1. Senior lecturer Community Medicine, 2. Asstt. Prof. of Physiology, 3. Asstt. Prof. of Surgery,
4. Asstt. Prof. of Anatomy,
Ghulam Muhammad Mahar Medical College Sukkur

ABSTRACT

Objective: To find out relationship of anemia during pregnancy with education and trimester of pregnancy.

Study Design: Community based cross-sectional descriptive study

Place and Duration of Study: This study was conducted in urban slum areas of Taluka Qasimabad, District Hyderabad during six months of studying period from 1st March 2011 to 31st August 2011.

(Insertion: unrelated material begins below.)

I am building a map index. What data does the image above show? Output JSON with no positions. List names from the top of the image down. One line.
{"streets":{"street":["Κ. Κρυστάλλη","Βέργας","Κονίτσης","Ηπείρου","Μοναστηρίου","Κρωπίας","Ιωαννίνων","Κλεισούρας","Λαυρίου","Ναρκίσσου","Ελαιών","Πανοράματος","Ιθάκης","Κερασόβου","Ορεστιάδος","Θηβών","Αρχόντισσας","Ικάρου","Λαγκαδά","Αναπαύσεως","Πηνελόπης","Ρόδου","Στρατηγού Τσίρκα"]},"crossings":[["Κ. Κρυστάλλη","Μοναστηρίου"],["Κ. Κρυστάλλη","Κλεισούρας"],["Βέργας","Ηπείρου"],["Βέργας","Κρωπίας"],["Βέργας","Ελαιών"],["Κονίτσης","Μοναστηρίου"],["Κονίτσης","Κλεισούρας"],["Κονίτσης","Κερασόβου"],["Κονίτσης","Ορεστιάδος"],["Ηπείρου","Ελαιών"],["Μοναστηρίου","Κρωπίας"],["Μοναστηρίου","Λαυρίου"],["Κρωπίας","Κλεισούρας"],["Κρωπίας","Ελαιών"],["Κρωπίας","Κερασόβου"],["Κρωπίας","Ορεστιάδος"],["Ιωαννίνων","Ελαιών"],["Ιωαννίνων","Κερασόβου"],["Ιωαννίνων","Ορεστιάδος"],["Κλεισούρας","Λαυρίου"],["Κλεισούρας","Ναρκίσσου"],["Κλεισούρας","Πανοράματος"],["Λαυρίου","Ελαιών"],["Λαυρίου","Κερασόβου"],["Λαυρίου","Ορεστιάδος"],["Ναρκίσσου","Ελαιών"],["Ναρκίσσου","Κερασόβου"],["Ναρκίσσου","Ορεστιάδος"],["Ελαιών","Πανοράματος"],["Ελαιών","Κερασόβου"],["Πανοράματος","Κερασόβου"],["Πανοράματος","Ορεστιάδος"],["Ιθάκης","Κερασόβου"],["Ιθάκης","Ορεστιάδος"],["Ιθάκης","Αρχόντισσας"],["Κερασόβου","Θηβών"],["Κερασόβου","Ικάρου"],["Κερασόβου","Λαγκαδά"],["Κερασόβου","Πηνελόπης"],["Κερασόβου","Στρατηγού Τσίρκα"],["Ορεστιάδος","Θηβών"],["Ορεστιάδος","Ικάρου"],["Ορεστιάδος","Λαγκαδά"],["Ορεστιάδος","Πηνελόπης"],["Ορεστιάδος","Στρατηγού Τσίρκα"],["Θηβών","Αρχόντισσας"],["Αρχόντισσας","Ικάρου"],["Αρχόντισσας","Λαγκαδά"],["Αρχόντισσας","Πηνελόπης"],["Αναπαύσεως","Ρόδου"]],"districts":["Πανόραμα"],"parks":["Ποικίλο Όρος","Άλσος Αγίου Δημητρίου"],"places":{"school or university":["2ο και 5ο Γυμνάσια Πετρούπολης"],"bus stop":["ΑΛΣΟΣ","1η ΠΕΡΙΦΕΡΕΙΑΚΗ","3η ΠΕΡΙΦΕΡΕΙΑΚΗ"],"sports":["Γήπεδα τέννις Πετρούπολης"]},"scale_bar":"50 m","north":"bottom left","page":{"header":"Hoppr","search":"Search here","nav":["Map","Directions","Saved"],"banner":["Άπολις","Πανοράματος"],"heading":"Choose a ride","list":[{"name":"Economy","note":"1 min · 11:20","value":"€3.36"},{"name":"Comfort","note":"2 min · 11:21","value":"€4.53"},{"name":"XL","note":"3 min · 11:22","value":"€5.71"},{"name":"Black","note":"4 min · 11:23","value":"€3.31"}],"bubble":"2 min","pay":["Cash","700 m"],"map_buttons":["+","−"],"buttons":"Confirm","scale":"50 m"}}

Materials and Methods: The total population residing in the study areas was twelve thousand two hundred and seven (12207). During the study period of six months, two hundred and fifty (250) pregnant women were enrolled for the study. Pregnant women during 2nd and 3rd trimester of pregnancy were included in the study.The data wascollected by conducting interviews, filling of the pre-tested, structured questionnaire and by assessing anemia by determining the hemoglobin level in the enrolled pregnant women. The questionnaire was a close-ended one, filled by the principle researcher herself. It comprised of demographic information about woman, her family, trimester of pregnancy about her education.Every woman’s hemoglobin was determined by using Sahli’s Hemoglobinometer. Anemia in pregnancy according to WHO classified into mild anemia hemoglobin level in the range of 10.0-10.9 g/dl, moderate anemia hemoglobin level in the range of 7-9.9 g/dl and severe anemia hemoglobin level is <7 g/dl Results: The association of various factors (determinants) with anemia was analyzed by applying chi-squared test; the p-value of <0.05 was taken as the level of significance. Two hundred and thirty three pregnant women were anemic while only seventeen women (6.8%) were found non-anemic.  Majority of the women i.e. 70% presented with moderate anemia (hemoglobin level 7.0-9.9Gm /dl) while severe anemia (hemoglobin level <7 Gm/dl) was recorded in 5.2% pregnant women.Among total studied women, one hundred and forty seven were illiterate and were having different levels of severity of anemia; moderate anemia was recorded in majority of them ie in 127 pregnant women. The educational level had strong association with occurrence of anemia as well as on its severity (p=0.00).Regarding trimester of pregnancy and the occurrence of anemia, out of 158 pregnant women presenting in their third trimester of pregnancies, 143 were moderately to severely anemic. Trimester of pregnancy and occurrence of anemia were found statistically significant. It was also associated with severity of anemia (p=0.00).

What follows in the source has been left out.